The Committee's recommendations

The Committee's recommendations
  1. 90. In the light of its foregoing conclusions, the Committee invites the Governing Body to approve the following recommendations:
    • (a) The Committee requests the Government to take measures to amend legislation so that the submission of collective interest disputes to the judicial authorities is only possible by common agreement between the parties or in the case of essential services in the strict sense of the term (the interruption of which may endanger the life, personal safety or health of all or part of the population).

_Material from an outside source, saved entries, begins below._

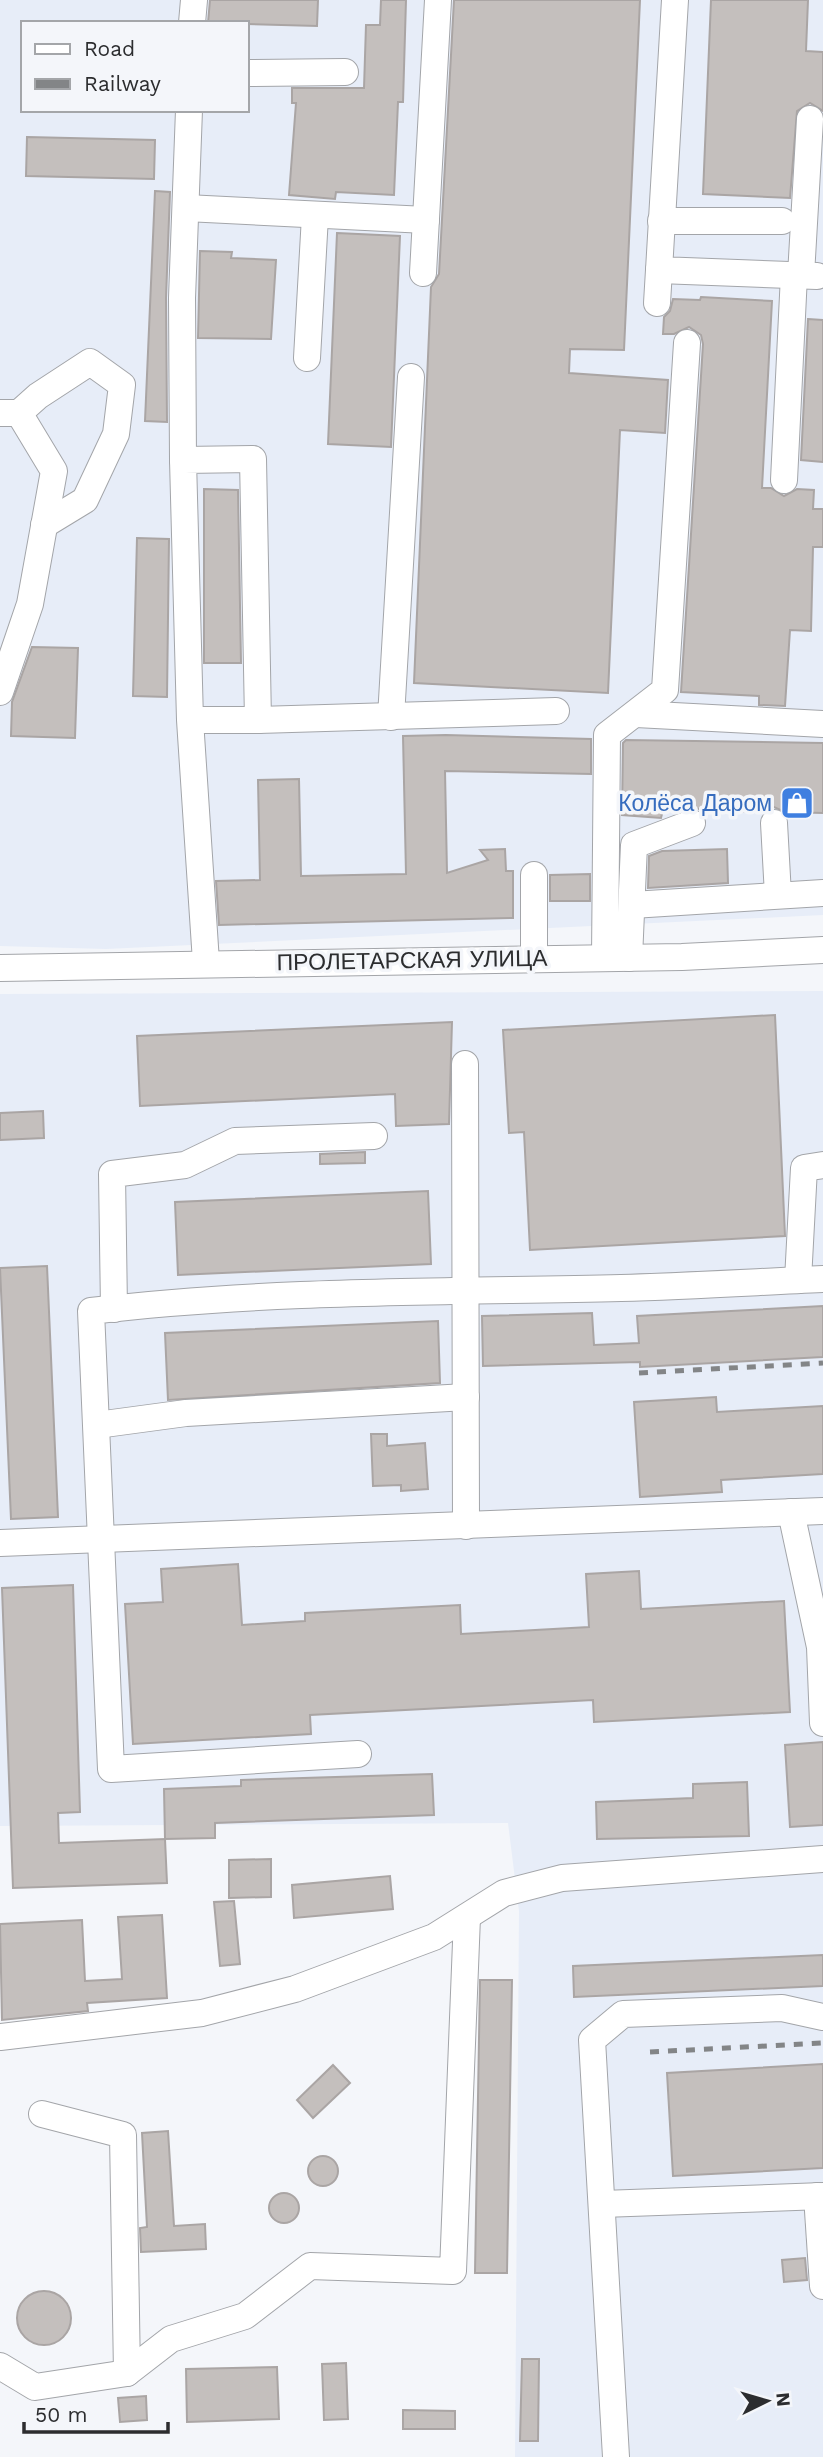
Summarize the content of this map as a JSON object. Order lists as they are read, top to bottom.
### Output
{
  "streets": {
    "street": ["ПРОЛЕТАРСКАЯ УЛИЦА"]
  },
  "places": {
    "shop": ["Колёса Даром"]
  },
  "legend": ["Road", "Railway"],
  "scale_bar": "50 m",
  "north": "right"
}
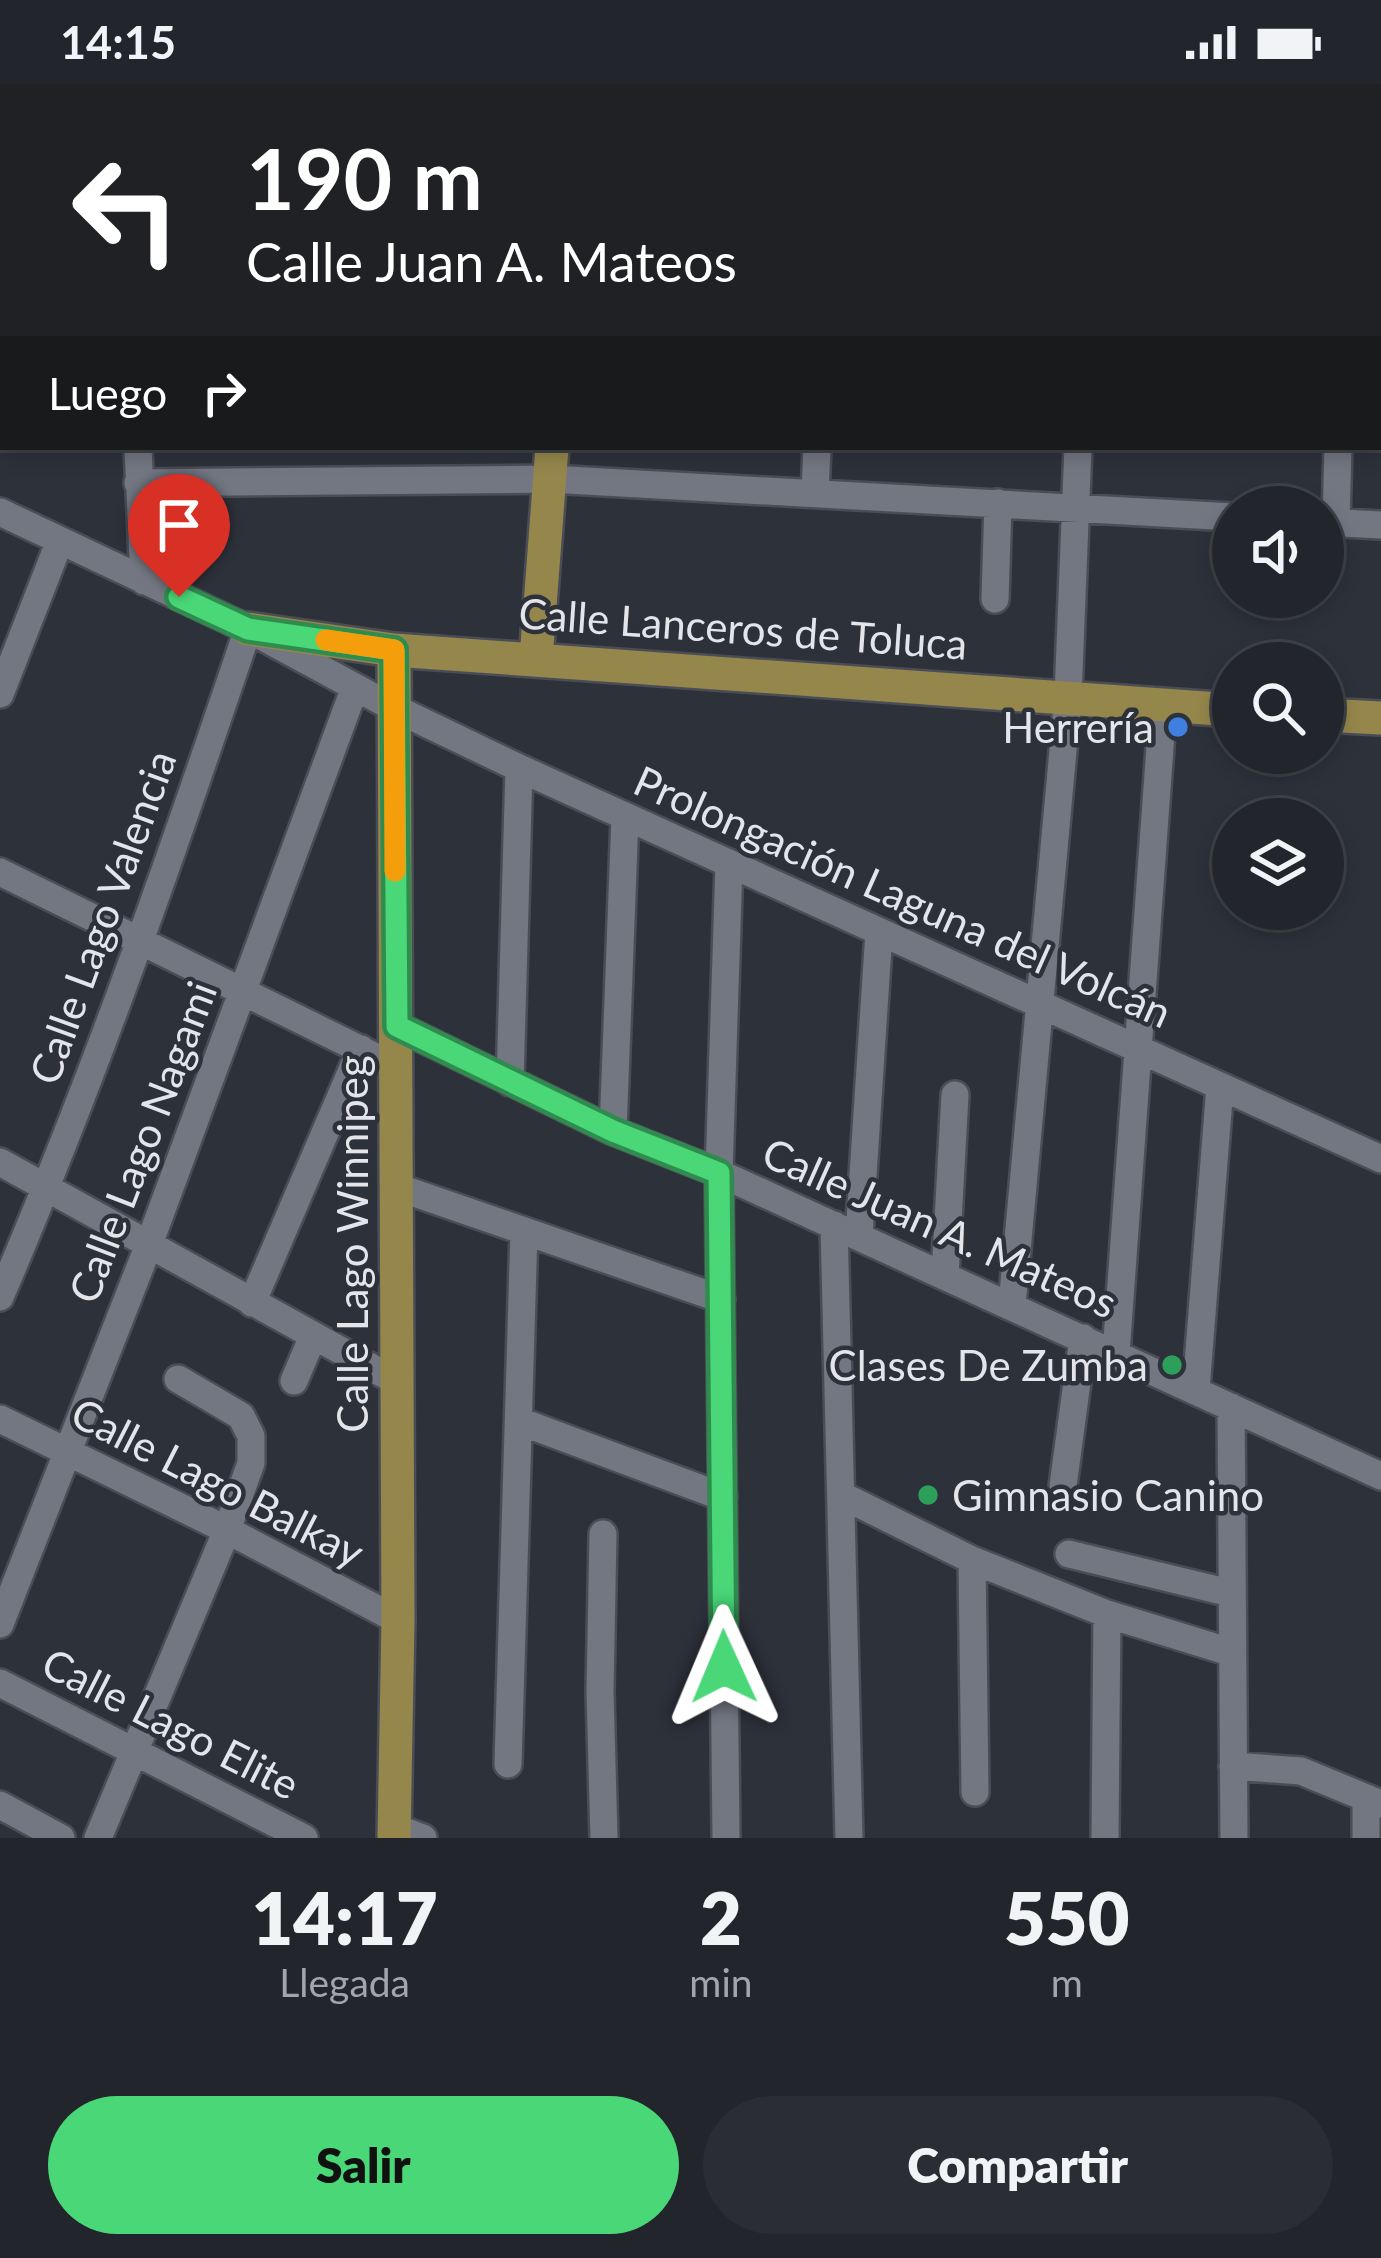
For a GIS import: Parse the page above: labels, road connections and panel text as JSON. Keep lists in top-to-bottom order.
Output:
{
  "streets": {
    "main road": ["Calle Lanceros de Toluca", "Calle Lago Winnipeg"],
    "street": [
      "Prolongación Laguna del Volcán",
      "Calle Lago Valencia",
      "Calle Lago Nagami",
      "Calle Juan A. Mateos",
      "Calle Lago Balkay",
      "Calle Lago Elite"
    ]
  },
  "crossings": [
    ["Calle Lanceros de Toluca", "Prolongación Laguna del Volcán"],
    ["Calle Lanceros de Toluca", "Calle Lago Valencia"],
    ["Calle Lanceros de Toluca", "Calle Lago Winnipeg"],
    ["Prolongación Laguna del Volcán", "Calle Lago Valencia"],
    ["Prolongación Laguna del Volcán", "Calle Lago Nagami"],
    ["Prolongación Laguna del Volcán", "Calle Lago Winnipeg"],
    ["Calle Lago Nagami", "Calle Lago Balkay"],
    ["Calle Juan A. Mateos", "Calle Lago Winnipeg"],
    ["Calle Lago Winnipeg", "Calle Lago Balkay"]
  ],
  "places": ["Herrería", "Clases De Zumba", "Gimnasio Canino"],
  "page": {
    "status": "14:15",
    "turn": ["190 m", "Calle Juan A. Mateos"],
    "then": "Luego",
    "eta": [
      "14:17",
      "Llegada",
      "2",
      "min",
      "550",
      "m"
    ],
    "buttons": ["Salir", "Compartir"]
  }
}
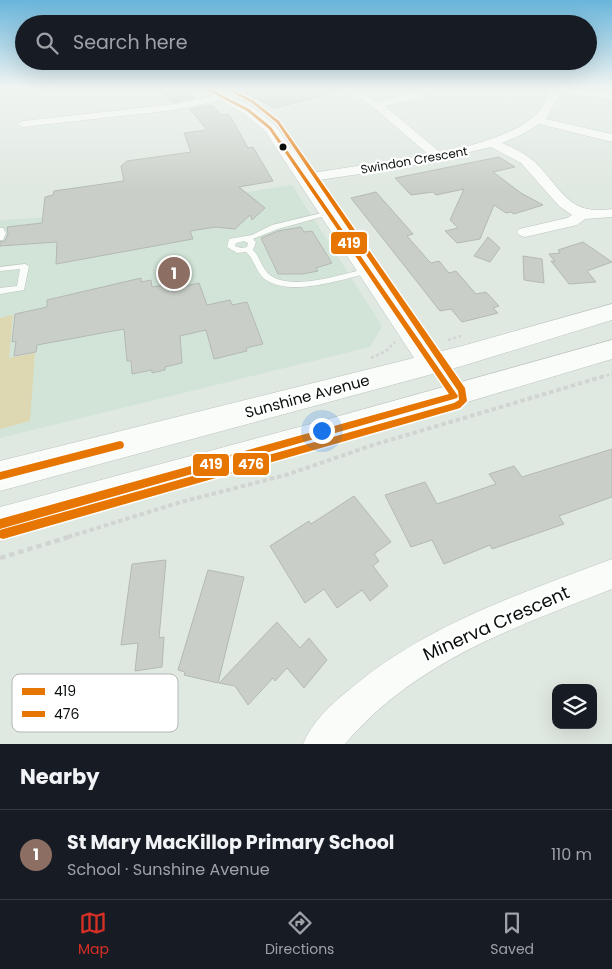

    • (b) The Committee urges the Government to guarantee that collective agreements between workers and unions be respected. It also requests the Government to encourage the social partners to resolve collective disputes by means of collective bargaining.
    • (c) The Committee requests the Government to take measures to facilitate the reinstatement in their jobs of the 59 trade union leaders and unionists dismissed by Petrobrás.